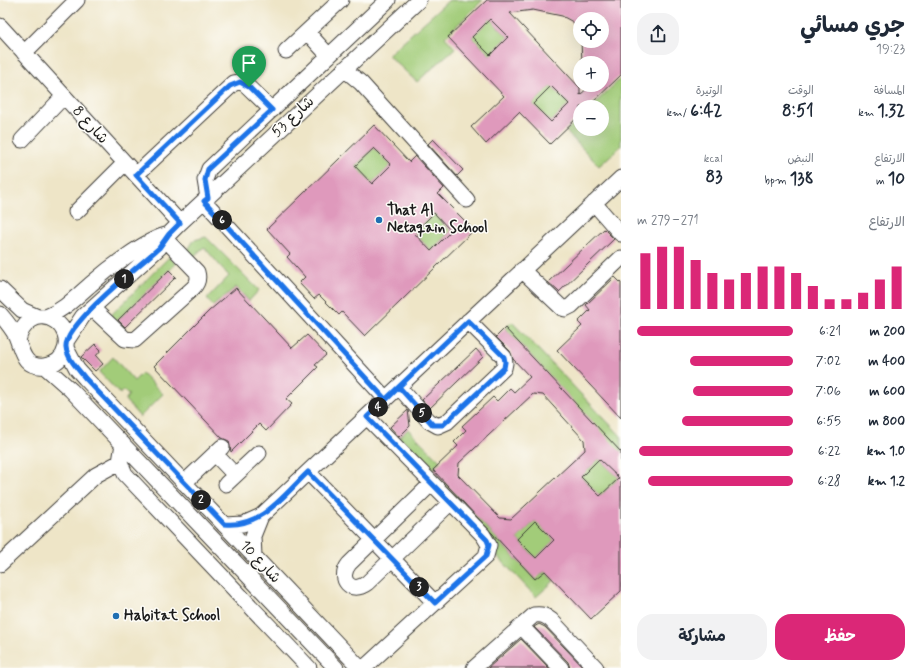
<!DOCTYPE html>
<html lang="ar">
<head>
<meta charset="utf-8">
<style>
	:root { --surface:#fff; --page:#f2f2f3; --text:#1f2937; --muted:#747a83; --accent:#db2777 }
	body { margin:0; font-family:Mynerve,"Playpen Sans Arabic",sans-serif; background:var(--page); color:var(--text); direction:rtl; height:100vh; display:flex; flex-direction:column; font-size:15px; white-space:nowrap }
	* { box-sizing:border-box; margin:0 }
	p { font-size:13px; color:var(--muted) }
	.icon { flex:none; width:22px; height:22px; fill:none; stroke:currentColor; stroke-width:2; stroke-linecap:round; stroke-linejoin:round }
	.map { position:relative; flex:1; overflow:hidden; direction:ltr }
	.details { display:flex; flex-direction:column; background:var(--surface); width:300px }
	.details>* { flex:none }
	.buttons { position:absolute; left:573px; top:12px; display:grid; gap:8px }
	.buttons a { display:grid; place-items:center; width:36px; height:36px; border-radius:50%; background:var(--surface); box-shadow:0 4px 16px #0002; font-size:20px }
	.pin { position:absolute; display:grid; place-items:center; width:34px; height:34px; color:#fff; margin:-41px -17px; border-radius:50% 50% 50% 0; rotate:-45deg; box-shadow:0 0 4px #0007 }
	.pin .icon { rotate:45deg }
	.km { position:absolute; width:20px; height:20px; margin:-10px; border-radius:50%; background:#222; color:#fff; font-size:11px; line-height:20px; text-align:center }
	.round { display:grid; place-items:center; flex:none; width:42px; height:42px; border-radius:16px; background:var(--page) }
	.overview { display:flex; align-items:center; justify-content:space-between; height:68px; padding:0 16px }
	h1 { font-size:22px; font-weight:700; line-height:30px }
	.metrics { display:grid; grid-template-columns:repeat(3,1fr); gap:6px; height:68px; padding:4px 16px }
	.metrics div { display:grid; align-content:center }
	.metrics b { font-size:17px; font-weight:700 }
	.metrics small { font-size:11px; font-weight:400 }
	.metrics p { font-size:11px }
	.chart { height:112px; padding:8px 16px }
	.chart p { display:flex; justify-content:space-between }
	.chart svg { width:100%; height:72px; margin-top:4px; stroke:var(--accent); stroke-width:6 }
	.button { display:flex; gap:8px; margin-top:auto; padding:8px 16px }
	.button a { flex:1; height:46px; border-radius:16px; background:var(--accent); color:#fff; font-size:16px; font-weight:700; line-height:46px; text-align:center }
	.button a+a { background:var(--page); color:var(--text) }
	ul { padding:0 16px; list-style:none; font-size:13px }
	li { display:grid; grid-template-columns:64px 48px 1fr; align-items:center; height:30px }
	li i { height:10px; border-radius:5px; background:var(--accent) }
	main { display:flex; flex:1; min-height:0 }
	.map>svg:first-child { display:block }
</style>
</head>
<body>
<main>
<section class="details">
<div class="overview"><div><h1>جري مسائي</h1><p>19:23</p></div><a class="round"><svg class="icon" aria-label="share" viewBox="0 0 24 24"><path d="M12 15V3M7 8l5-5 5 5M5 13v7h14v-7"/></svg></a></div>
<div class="metrics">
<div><p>المسافة</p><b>1.32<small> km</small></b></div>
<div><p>الوقت</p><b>8:51</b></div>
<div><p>الوتيرة</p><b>6:42<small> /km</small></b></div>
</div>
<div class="metrics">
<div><p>الارتفاع</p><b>10<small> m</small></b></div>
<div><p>النبض</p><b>138<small> bpm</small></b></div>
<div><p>kcal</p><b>83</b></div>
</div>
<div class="chart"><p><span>الارتفاع</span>271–279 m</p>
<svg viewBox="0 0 160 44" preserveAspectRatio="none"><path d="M5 44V10M15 44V6M25 44V6M35 44V14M45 44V22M55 44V26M65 44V22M75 44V18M85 44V18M95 44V22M105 44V30M115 44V38M125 44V38M135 44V34M145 44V26M155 44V18"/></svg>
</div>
<ul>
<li><b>200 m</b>6:21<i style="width:100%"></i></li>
<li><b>400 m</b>7:02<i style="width:66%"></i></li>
<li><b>600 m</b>7:06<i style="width:64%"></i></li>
<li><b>800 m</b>6:55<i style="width:71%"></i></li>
<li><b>1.0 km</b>6:22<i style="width:99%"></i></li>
<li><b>1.2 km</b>6:28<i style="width:93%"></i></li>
</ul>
<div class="button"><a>حفظ</a><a>مشاركة</a></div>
</section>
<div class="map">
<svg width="621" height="668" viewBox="0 0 621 668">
	<rect width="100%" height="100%" fill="#fdfcf7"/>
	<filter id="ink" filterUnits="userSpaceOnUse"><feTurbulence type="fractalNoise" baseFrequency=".025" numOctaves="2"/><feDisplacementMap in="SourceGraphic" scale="8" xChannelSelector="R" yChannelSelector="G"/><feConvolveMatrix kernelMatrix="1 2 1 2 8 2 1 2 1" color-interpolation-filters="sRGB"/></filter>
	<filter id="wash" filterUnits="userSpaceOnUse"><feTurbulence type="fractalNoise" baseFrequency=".012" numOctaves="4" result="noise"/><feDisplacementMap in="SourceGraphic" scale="16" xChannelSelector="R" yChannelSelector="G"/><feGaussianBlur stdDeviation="0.9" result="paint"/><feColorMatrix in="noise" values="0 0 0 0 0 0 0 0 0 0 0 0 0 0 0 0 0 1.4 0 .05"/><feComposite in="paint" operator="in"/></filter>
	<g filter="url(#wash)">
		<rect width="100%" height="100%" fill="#eee5c7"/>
		<path fill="#a2cc79" stroke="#5f744a" d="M 449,0 L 483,0 L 445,37 L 455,48 L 417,82 L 388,55 Z
			M 490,19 L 508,37 L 490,55 L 472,37 Z
			M 621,78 L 621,146 L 599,166 L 566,131 L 580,117 L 580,129 L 602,129 L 602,107 L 591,107 Z
			M 551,86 L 569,104 L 551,122 L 533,104 Z
			M 374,148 L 391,165 L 372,184 L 355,166 Z
			M 434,213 L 451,231 L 431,251 L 414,233 Z
			M 206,237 L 259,290 L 249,301 L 236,287 L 213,306 L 207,299 L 229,276 L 204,247 L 190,260 L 185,255 L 194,240 Z
			M 169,257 L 176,264 L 113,325 L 107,319 Z
			M 512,322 L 621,436 L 621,453 L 505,328 Z
			M 113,357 L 134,381 L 142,373 L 163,394 L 140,417 L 125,400 L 129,395 L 124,390 L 120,394 L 99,372 Z
			M 408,429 L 440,461 L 432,470 L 536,580 L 545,571 L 554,581 L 536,597 L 392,444 Z
			M 599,459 L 619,478 L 600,496 L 581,477 Z
			M 535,521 L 554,540 L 536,558 L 517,539 Z"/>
		<g id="blocks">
			<path fill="#df99bc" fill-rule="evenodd" d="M 487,0 L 621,0 L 621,75 L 588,107 L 580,107 L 580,115 L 550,144 L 519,112 L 486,144 L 471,127 L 504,96 L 448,37 ZM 533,10 L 562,16 L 573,22 L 580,33 L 580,19 L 602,19 L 602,41 L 581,41 L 582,63 L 602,63 L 602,85 L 591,85 L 580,95 L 580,88 L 510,13 ZM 490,19 L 508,37 L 490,55 L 472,37 ZM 551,86 L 569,104 L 551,122 L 533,104 Z
				M 374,125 L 409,162 L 415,156 L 444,188 L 438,194 L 474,230 L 365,336 L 342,312 L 339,315 L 319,295 L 314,299 L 299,283 L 305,277 L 287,257 L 290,254 L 267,229 ZM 374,148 L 391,165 L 372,184 L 355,166 ZM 434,213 L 451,231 L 431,251 L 414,233 Z
				M 433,139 L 463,170 L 457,176 L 428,144 Z
				M 604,229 L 614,239 L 559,292 L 548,282 Z
				M 169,270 L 176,277 L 125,327 L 118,320 Z
				M 615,277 L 621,283 L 621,418 L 557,350 L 582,326 L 578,322 L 590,310 L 586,305 Z
				M 236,288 L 292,348 L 307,335 L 326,355 L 315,365 L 318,367 L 286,399 L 292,404 L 266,431 L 259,424 L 231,452 L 229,441 L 222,438 L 154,366 L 209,311 Z
				M 505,328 L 621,452 L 621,591 L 591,619 L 545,571 L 535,579 L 433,470 L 458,446 L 454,442 L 466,430 L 462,426 L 493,397 L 497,401 L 510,388 L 514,392 L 530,377 L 513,359 L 510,351 L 496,337 ZM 533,394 L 543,395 L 584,440 L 585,450 L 511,519 L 500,518 L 458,475 L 459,463 ZM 599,459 L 619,478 L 600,496 L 581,477 ZM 535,521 L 554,540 L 536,558 L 517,539 Z
				M 95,344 L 101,350 L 96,356 L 103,364 L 95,371 L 81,357 Z
				M 476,349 L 483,357 L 430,408 L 422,400 Z
				M 408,410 L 410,426 L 399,437 L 390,427 Z
				M 539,624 L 545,627 L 584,668 L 570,668 L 568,662 L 534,627 Z
				M 521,639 L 549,668 L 488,668 Z"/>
		</g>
	</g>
	<g filter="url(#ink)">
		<use href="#blocks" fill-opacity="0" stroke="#3c3a36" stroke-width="1"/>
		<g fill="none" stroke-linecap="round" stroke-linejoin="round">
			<defs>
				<path id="minor" d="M 0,26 L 180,223
					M 307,32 L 329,56
					M 286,51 L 341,0
					M 24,53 L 77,0
					M 344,69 L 361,83 L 467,200
					M 22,140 L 64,96
					M 136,175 L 234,83 L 240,82 L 245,84 L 272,110
					M 208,198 L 205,180 L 209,169 L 388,0
					M 204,201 L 386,399
					M 594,203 L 621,234
					M 76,212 L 125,163
					M 522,270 L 562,308 L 565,309 L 571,306 L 621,258
					M 0,289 L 22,310 L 38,317
					M 92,308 L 125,339 L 135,340 L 193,288 C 198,283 199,279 197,272 L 166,240
					M 0,314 C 6,321 12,328 16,336 C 22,350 23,368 44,366 C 68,364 74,334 55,321 C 38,309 21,324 18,341
					M 46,317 C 64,310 76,297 91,284 C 108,269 144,241 166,235
					M 67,340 L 83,316 L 159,248 L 169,234 L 180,223 L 419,0
					M 66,348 L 77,369 L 85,378 L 360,668
					M 44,366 L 71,390 L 336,668
					M 399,387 L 429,421 L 438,426 L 447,422 L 504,368 L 505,363 L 504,357 L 468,321
					M 123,444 L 120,462 L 125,474 L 309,668
					M 215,454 L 235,475
					M 308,472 L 435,603
					M 184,483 L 222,447
					M 432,483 L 349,564 C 337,579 351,595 367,583 L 450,503
					M 226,484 L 259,453
					M 224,525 L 243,524 L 261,516 L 621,178
					M 254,556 L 253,536 L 261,516
					M 0,564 L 96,475 L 120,462
					M 521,626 L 561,668
					M 364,668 L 486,556 L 489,545 L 483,535 L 367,417
					M 474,668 L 534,615 C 541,614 545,615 551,620 L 596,668"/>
			</defs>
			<use href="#minor" stroke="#3c3a36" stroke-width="17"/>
			<use href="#minor" stroke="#fff" stroke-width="15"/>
		</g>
	</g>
	<g fill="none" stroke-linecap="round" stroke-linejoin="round" filter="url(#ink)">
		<defs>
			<path id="route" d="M 249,87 L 240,82 L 230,86 L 136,175 L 180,223 L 169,234 L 159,248 C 141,264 64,325 66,347 C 67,358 78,369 85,378 L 224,524 C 261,528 283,496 308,472 L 435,603 L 486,556 L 489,545 L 487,540 L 367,417 C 401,385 434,353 468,321 L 504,357 L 505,362 L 504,368 L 443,425 L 433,425 L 399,387 L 386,400 L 204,201 L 208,198 L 205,180 L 208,169 L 272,110 L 249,87"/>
		</defs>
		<use href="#route" stroke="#fff" stroke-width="8"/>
		<use href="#route" stroke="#1a73e8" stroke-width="5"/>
	</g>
	<g fill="#1f6fb2" stroke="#fdfcf7" stroke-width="1.5">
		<circle cx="379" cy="220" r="4"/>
		<circle cx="116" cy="616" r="4"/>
	</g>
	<g text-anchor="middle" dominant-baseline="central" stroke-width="3" stroke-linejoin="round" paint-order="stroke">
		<g font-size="15" fill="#1c1c1c" stroke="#fdfcf7">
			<text transform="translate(293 117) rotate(-43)">شارع 53</text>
			<text transform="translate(90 125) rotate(48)">شارع 8</text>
			<text transform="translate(260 562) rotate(47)">شارع 10</text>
		</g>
		<g font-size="15" font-weight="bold" fill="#1c1c1c" stroke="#fdfcf7" text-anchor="start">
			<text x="387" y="211">That Al<tspan x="387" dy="17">Netaqain School</tspan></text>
			<text x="124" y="616">Habitat School</text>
		</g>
	</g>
</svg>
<div class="buttons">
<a><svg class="icon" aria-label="locate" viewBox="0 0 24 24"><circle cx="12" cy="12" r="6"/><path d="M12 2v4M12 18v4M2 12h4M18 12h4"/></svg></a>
<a>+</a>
<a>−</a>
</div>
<div class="pin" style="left:249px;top:87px;background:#1e9e55"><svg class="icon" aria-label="arrive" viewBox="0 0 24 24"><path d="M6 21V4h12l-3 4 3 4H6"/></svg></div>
<b class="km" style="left:124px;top:279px">1</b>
<b class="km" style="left:201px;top:500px">2</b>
<b class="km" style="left:419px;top:587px">3</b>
<b class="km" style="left:378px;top:407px">4</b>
<b class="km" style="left:422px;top:413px">5</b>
<b class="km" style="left:222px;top:220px">6</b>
</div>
</main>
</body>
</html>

## Work instructions
For the string "paint", count the matching lines in the listing and give that number by itself.

## Exercise response
2